- _ACTION ITEM_
Print the lines that start the entries and continue through the one holding "solid #fff;border-radius:50%;background:#1a73e8;box-shadow:0 0", please, exactly and with the pictures omitted.

Stored items:
══════════════════════════════

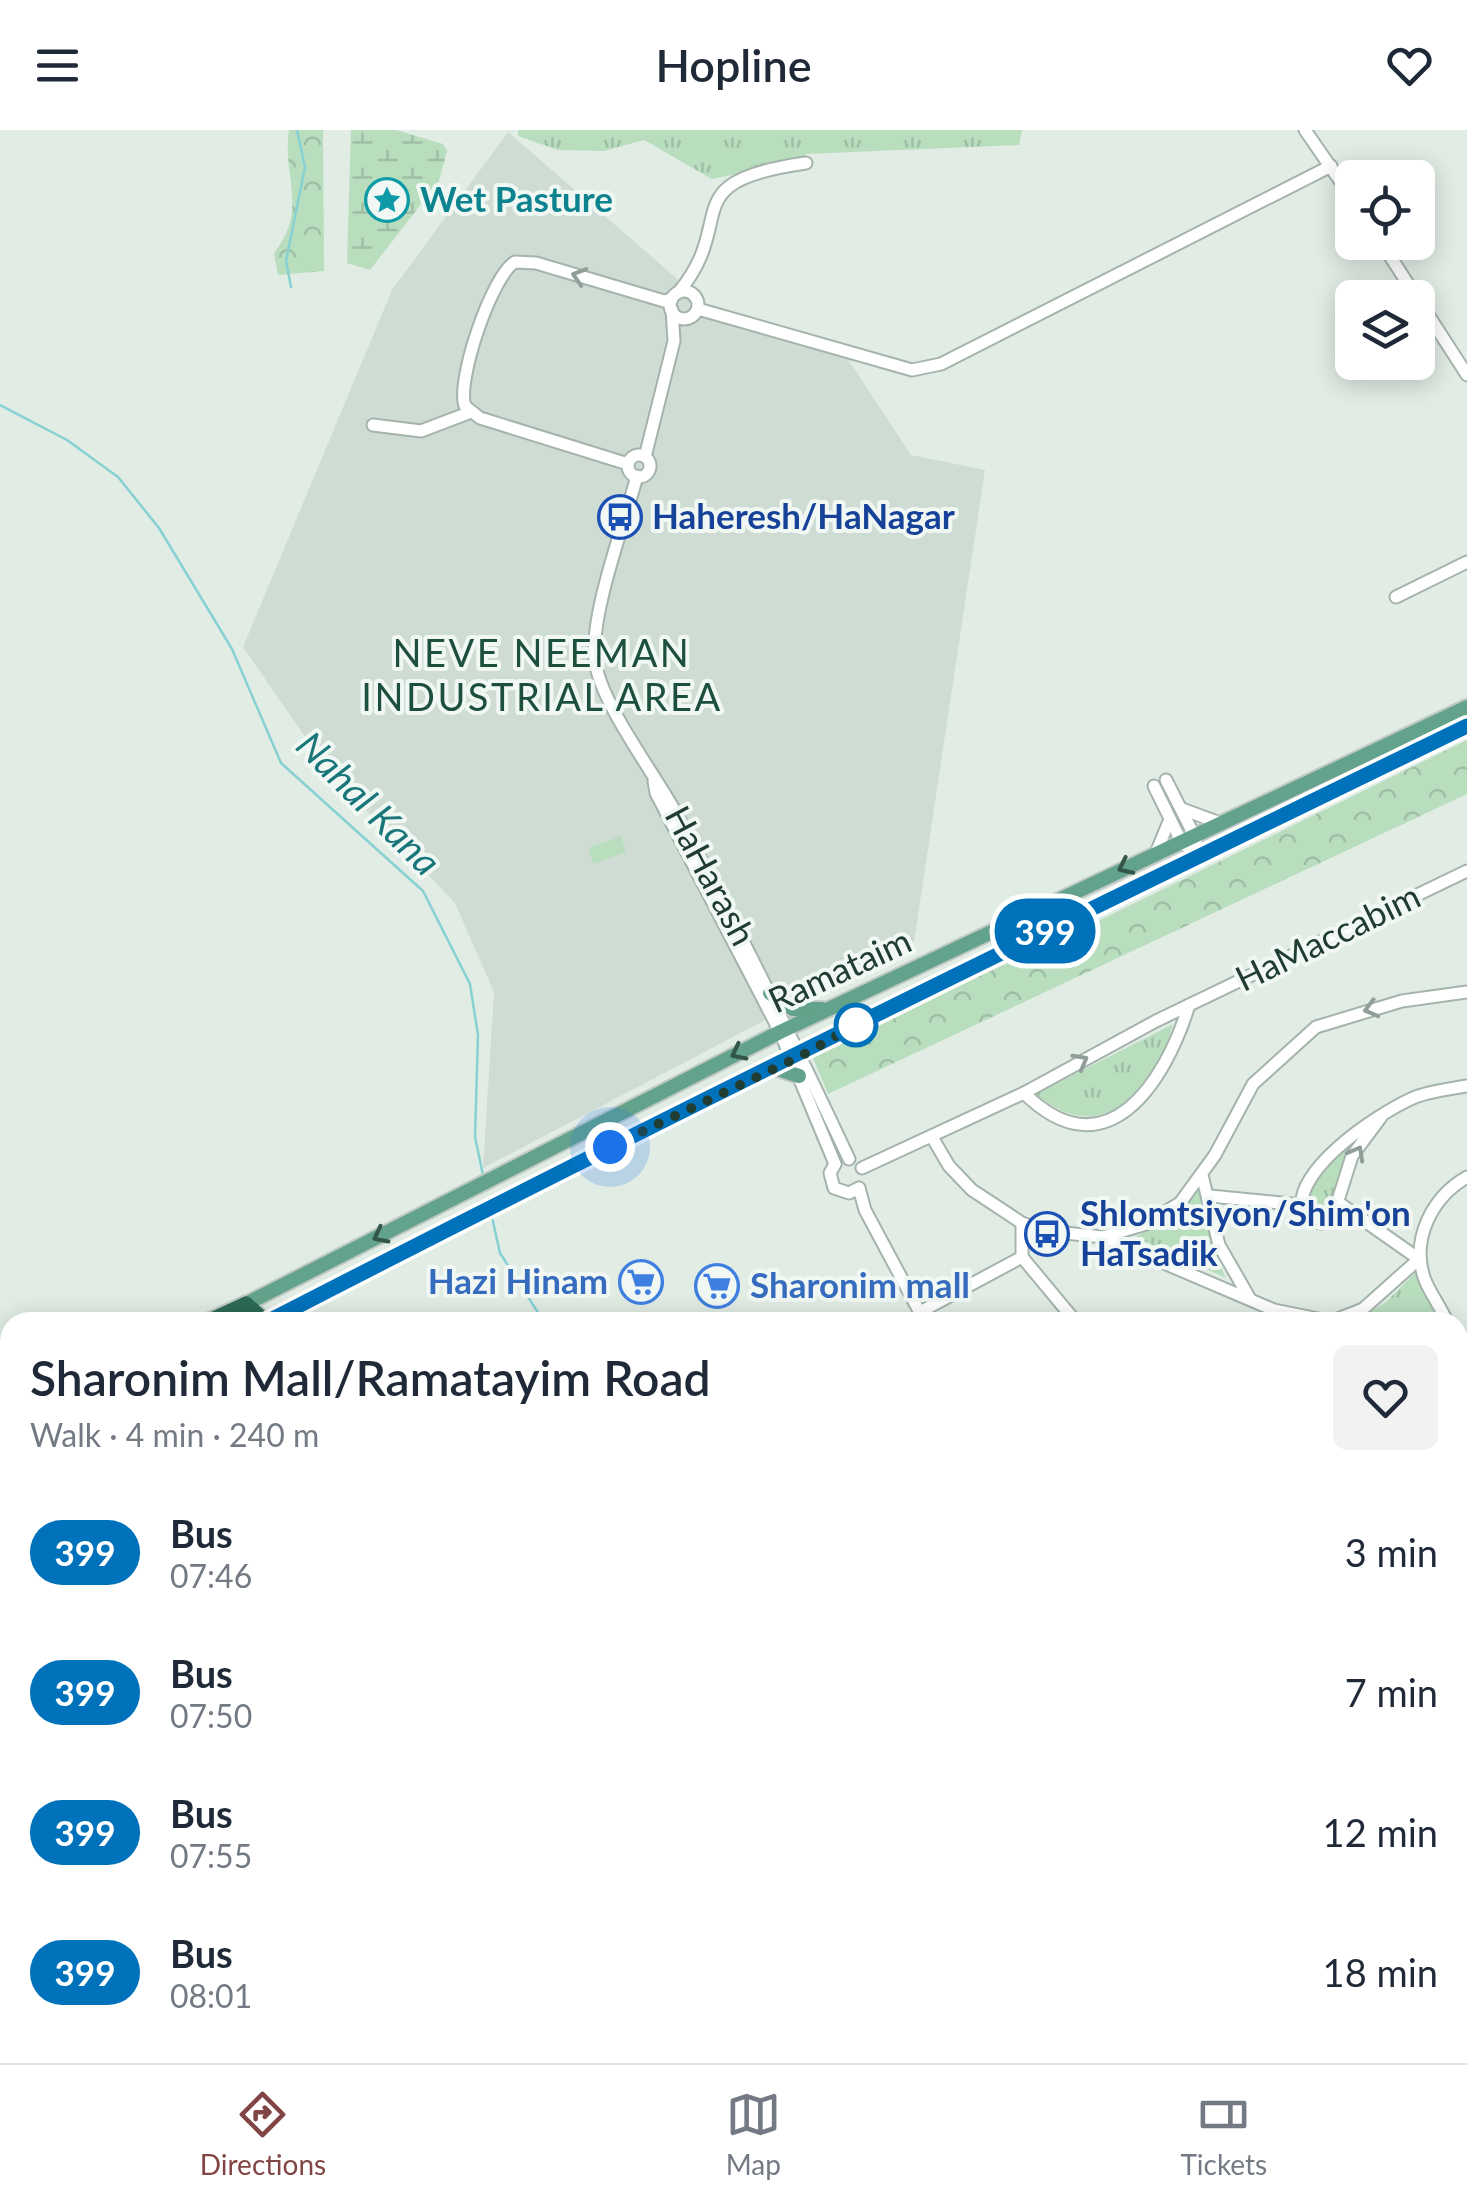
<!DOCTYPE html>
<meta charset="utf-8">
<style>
:root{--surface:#fff;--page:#f2f2f3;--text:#1f2937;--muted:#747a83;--line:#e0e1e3;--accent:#804544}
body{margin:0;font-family:Lato,sans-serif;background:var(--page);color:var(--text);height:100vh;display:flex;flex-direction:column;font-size:38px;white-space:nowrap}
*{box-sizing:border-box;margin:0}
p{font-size:32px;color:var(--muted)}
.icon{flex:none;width:55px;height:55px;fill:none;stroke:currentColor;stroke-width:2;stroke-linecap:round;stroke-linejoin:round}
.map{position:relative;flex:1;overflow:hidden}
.side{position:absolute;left:0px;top:1182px;width:1468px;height:752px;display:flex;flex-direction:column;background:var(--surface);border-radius:30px 30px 0 0;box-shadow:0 5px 25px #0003}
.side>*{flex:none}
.badge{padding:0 20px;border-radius:32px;font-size:35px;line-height:65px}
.buttons{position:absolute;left:1335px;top:30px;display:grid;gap:20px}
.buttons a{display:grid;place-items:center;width:100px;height:100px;border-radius:15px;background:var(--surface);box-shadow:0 5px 25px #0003;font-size:50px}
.you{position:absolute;width:50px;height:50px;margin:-25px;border:8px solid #fff;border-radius:50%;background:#1a73e8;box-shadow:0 0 0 15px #1a73e833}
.map>.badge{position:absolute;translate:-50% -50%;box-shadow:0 0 0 5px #fff}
.round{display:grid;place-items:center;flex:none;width:105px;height:105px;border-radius:15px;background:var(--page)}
.summary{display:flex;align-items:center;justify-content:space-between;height:170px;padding:0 30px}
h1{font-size:48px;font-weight:600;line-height:75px}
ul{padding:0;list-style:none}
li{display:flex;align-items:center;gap:30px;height:140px;padding:0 30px}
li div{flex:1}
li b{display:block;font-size:38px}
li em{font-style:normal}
li .badge{min-width:110px;font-weight:700;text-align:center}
header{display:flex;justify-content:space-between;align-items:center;height:130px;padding:0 30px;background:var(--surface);font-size:45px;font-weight:600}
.dock{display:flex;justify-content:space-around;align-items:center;height:140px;border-top:2px solid var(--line);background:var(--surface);font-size:28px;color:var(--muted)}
.dock a{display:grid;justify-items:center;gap:5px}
.dock .selected{color:var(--accent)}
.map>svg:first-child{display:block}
.built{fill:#cfdcd4}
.forest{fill:url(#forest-crowns)}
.wetland{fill:url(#wetland-marsh)}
.park{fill:url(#park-tufts)}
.pitch{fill:#b9debe}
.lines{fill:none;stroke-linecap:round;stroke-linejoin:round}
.stream{stroke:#87d1d3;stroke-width:2.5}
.minor-casing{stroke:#a4b4ac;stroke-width:15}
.major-casing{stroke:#c1c9c6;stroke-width:18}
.highway-casing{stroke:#c1c9c6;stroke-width:19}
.minor{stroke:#fff;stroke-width:11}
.major{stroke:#64a38b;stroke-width:14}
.highway{stroke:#2c6a55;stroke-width:15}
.oneway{stroke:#909e98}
.oneway2{stroke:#325648}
.line-casing{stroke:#fff;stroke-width:22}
.line{stroke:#0072bc;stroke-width:15}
.walk{stroke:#213d32;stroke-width:10;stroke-dasharray:0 18}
.stop-dot{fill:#fff;stroke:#0072bc;stroke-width:5}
.labels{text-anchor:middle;stroke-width:8;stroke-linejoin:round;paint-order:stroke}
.culture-label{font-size:35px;font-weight:bold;fill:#0d838f;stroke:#f1f8f4;text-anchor:start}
.transit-label{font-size:35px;font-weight:bold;fill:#164399;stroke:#f1f8f4;text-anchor:start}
.street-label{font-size:35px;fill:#213d32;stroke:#f1f8f4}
.shop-label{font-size:35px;font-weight:bold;fill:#366cbe;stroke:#f1f8f4;text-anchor:end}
.neighbourhood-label{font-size:38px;letter-spacing:2.5px;fill:#1c4f3c;stroke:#f1f8f4}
.water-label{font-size:38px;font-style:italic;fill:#19767a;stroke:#f1f8f4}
</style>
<header><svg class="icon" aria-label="menu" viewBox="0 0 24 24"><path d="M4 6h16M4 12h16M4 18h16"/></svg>Hopline<svg class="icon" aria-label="heart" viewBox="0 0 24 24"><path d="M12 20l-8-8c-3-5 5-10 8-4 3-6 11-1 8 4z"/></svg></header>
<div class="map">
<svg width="1467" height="1933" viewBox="0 0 1467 1933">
<defs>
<pattern id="forest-crowns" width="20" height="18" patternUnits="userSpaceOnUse" patternTransform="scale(2.5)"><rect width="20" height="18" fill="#b9debe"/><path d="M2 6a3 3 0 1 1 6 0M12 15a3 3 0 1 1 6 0" fill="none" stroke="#9fbfa4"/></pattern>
<pattern id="wetland-marsh" width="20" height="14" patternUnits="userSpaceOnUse" patternTransform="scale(2.5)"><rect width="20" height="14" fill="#b9debe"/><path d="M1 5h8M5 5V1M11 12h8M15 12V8" fill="none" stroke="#9fbfa4"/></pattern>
<pattern id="park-tufts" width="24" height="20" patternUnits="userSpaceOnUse" patternTransform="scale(2.5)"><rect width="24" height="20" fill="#b9debe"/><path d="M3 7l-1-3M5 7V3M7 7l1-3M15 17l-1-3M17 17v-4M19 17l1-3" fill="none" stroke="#9fbfa4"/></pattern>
</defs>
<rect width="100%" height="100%" fill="#e1ece5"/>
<polygon class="built" points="508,2 713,180 838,214 911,325 985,340 914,812 483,1038 494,862 455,773 330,643 243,517 392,160"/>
<g class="forest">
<path d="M289 0H323L324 141 278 145 274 123C309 78 282 48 289 0Z"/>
<polygon points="1467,610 1467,664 828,964 813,928 820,920 1094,793"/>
</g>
<polygon class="wetland" points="351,0 396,0 443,14 447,21 439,51 370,140 347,133"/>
<g class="park">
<polygon points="518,0 1022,0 1019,15 806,24 806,30 712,49 644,10 604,21 558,20 518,6"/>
<path d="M1173 894C1155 960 1101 1020 1036 964Z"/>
<path d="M1357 1008C1342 1031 1339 1074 1319 1089L1310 1086C1302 1053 1335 1027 1357 1008Z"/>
<polygon points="1200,1059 1213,1121 1226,1148 1135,1107 1175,1085"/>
<polygon points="1415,1143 1442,1192 1386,1192 1362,1187 1386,1172"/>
</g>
<polygon class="pitch" points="621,706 626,722 593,734 588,718"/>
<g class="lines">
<g class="stream">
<polyline points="291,157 286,131 305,37 297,0"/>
<polyline points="0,275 67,310 118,347 159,398 232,519 281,633 423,761 470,854 478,905 475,1007 483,1045"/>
<polyline points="491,1083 500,1123 544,1192"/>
<polyline points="1458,1634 1467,1633"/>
<polyline points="816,1925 828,1933"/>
</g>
<g class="minor-casing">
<g id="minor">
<polyline points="1305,0 1352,68"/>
<polyline points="1381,112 1417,168"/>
<circle cx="684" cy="175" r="14"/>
<path d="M678 163C740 89 671 52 806 33"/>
<polyline points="1418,169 1467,245"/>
<polyline points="698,179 912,240 941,234 1331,36"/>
<polyline points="373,295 421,301 471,282"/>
<circle cx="639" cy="336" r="11"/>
<polyline points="645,327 674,211 672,180"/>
<path d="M628 334 480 288 465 276C456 251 492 145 515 132L536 133 664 171 672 169"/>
<path d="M637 346C624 395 590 484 595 530 599 571 656 646 676 683 738 797 794 912 849 1029"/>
<polyline points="1396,467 1467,432"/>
<polyline points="1166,650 1195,707 1198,727"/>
<polyline points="654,651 656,663 780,902 835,1034"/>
<polyline points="1154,656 1181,711 1198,727"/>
<polyline points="1182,679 1220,693"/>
<polyline points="1156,723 1170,689"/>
<path d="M1024 963C1106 1044 1165 953 1189 875"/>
<path d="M1381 987 1352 1026 1334 1083 1322 1093 1305 1090C1282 1045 1379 983 1413 968 1429 961 1450 959 1467 956"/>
<polyline points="932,1007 949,1036 972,1060 1022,1093 1046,1101 1103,1107 1274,1180 1333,1192"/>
<polyline points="835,1034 830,1043 834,1058 849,1063 859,1058"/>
<polyline points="862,1038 1024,963 1156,891 1467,741"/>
<polyline points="1202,1045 1219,1115 1250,1169"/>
<polyline points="859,1058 865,1080 925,1192"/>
<polyline points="1210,1066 1302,1075"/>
<polyline points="1339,1073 1419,1129"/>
<polyline points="1103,1107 1146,1094 1180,1073 1215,1025 1253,954 1316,897 1402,871 1467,862"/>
<polyline points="1022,1127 1076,1192"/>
<polyline points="920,1182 1022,1127 1022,1093"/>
<polyline points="1330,1192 1363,1179 1419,1129"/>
<path d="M1447 1192C1441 1177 1431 1165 1425 1150 1410 1110 1432 1067 1467 1047"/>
<polyline points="1458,1213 1467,1215"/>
<polyline points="1458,1374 1467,1377"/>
<polyline points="1342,1925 1370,1933"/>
</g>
</g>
<g class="major-casing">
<g id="major">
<polyline points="770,863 793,879 822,879"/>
<polyline points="775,938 799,946"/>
<polyline points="246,1174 780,902 1467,577"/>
<path d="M272 1190C667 985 1067 790 1467 596"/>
<polyline points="973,1933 984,1925"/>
</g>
</g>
<g class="highway-casing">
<g id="highway">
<polyline points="246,1174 266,1192"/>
<polyline points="207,1192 246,1174"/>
<polyline points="277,1192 280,1185"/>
<polyline points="0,1271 10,1268"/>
<polyline points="0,1302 10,1301"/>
<polyline points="661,1925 667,1933"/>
<polyline points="685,1925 690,1933"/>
</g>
</g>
<use href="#minor" class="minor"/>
<use href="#major" class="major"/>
<use href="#highway" class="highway"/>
</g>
<defs><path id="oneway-chevron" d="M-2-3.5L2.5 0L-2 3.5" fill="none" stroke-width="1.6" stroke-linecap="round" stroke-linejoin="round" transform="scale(2.5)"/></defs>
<g class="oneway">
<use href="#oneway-chevron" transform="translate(579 146) rotate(-163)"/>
<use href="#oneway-chevron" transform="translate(1371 879) rotate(165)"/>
<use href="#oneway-chevron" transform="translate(1081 931) rotate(-29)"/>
<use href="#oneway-chevron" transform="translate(1357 1023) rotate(-61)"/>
</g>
<g class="oneway2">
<use href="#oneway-chevron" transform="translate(1125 737) rotate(154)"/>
<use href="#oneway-chevron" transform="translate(738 923) rotate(153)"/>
<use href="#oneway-chevron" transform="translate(380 1106) rotate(153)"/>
</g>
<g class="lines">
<g class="line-casing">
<path id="line" d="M267 1192C664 987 1065 791 1467 596"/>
</g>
<use href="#line" class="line"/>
<polyline class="walk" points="610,1017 801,926 868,888 856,895"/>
</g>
<defs>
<g id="sight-ring" transform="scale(2.25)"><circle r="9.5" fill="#f1f8f4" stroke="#0f9aa8" stroke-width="1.5"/><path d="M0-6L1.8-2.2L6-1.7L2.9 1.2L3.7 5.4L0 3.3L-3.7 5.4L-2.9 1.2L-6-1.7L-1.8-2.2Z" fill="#0f9aa8"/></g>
<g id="bus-ring" transform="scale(2.25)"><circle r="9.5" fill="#f1f8f4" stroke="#1a4fb4" stroke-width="1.5"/><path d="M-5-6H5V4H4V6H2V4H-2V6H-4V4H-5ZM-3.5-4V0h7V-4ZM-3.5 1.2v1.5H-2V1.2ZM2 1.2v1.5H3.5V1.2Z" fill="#1a4fb4"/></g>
<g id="supermarket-ring" transform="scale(2.25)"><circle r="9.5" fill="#f1f8f4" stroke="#3f7fe0" stroke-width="1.5"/><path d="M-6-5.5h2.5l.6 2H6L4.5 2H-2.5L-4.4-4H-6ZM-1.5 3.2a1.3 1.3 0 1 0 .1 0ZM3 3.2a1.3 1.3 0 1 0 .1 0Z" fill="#3f7fe0"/></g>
</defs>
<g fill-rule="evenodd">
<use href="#sight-ring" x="387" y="70"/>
<use href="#bus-ring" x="620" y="387"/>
<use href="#bus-ring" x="1047" y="1104"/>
<use href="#supermarket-ring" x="641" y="1152"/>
<use href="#supermarket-ring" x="717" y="1156"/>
</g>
<circle class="stop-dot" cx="856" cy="895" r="20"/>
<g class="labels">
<g class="culture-label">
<text x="420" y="82">Wet Pasture</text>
</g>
<g class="transit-label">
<text x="652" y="399">Haheresh/HaNagar</text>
<text x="1080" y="1096">Shlomtsiyon/Shim'on<tspan x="1080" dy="40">HaTsadik</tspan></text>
</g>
<g class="street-label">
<text transform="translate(710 746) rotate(62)" y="12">HaHarash</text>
<text transform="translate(1328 808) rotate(-26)" y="12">HaMaccabim</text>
<text transform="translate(840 841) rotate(-25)" y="12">Ramataim</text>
</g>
<g class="shop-label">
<text x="608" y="1164">Hazi Hinam</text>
<text x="750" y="1168" text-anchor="start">Sharonim mall</text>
</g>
<g class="neighbourhood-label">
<text x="542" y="537">NEVE NEEMAN<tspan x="542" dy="44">INDUSTRIAL AREA</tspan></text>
</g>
<g class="water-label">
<text transform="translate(368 674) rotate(45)" y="13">Nahal Kana</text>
</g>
</g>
</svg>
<div class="buttons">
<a><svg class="icon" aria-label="locate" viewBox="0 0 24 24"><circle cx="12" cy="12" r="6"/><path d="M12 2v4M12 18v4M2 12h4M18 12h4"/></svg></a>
<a><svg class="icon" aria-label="layers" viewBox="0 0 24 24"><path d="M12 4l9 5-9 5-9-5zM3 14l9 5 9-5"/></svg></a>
</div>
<div class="you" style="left:610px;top:1017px"></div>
<b class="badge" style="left:1045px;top:801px;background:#0072bc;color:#fff">399</b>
<section class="side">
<div class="summary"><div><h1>Sharonim Mall/Ramatayim Road</h1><p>Walk · 4 min · 240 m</p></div><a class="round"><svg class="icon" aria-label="heart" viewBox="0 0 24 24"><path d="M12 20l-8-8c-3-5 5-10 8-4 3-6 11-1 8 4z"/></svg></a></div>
<ul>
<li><span class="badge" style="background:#0072bc;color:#fff">399</span><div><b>Bus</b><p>07:46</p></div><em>3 min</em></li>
<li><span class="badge" style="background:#0072bc;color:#fff">399</span><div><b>Bus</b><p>07:50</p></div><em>7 min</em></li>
<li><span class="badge" style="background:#0072bc;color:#fff">399</span><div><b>Bus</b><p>07:55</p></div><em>12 min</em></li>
<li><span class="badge" style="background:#0072bc;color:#fff">399</span><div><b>Bus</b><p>08:01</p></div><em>18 min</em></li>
</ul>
</section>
</div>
<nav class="dock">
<a class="selected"><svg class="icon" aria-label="directions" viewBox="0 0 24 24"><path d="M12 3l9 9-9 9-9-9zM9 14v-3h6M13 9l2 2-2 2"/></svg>Directions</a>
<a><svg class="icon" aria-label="map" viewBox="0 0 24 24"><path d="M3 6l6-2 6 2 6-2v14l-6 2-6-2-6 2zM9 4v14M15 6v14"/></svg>Map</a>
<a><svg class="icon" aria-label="tickets" viewBox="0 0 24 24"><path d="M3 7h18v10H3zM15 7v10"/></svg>Tickets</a>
</nav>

══════════════════════════════

- _OUTPUT OF THE EXERCISE_
<!DOCTYPE html>
<meta charset="utf-8">
<style>
:root{--surface:#fff;--page:#f2f2f3;--text:#1f2937;--muted:#747a83;--line:#e0e1e3;--accent:#804544}
body{margin:0;font-family:Lato,sans-serif;background:var(--page);color:var(--text);height:100vh;display:flex;flex-direction:column;font-size:38px;white-space:nowrap}
*{box-sizing:border-box;margin:0}
p{font-size:32px;color:var(--muted)}
.icon{flex:none;width:55px;height:55px;fill:none;stroke:currentColor;stroke-width:2;stroke-linecap:round;stroke-linejoin:round}
.map{position:relative;flex:1;overflow:hidden}
.side{position:absolute;left:0px;top:1182px;width:1468px;height:752px;display:flex;flex-direction:column;background:var(--surface);border-radius:30px 30px 0 0;box-shadow:0 5px 25px #0003}
.side>*{flex:none}
.badge{padding:0 20px;border-radius:32px;font-size:35px;line-height:65px}
.buttons{position:absolute;left:1335px;top:30px;display:grid;gap:20px}
.buttons a{display:grid;place-items:center;width:100px;height:100px;border-radius:15px;background:var(--surface);box-shadow:0 5px 25px #0003;font-size:50px}
.you{position:absolute;width:50px;height:50px;margin:-25px;border:8px solid #fff;border-radius:50%;background:#1a73e8;box-shadow:0 0 0 15px #1a73e833}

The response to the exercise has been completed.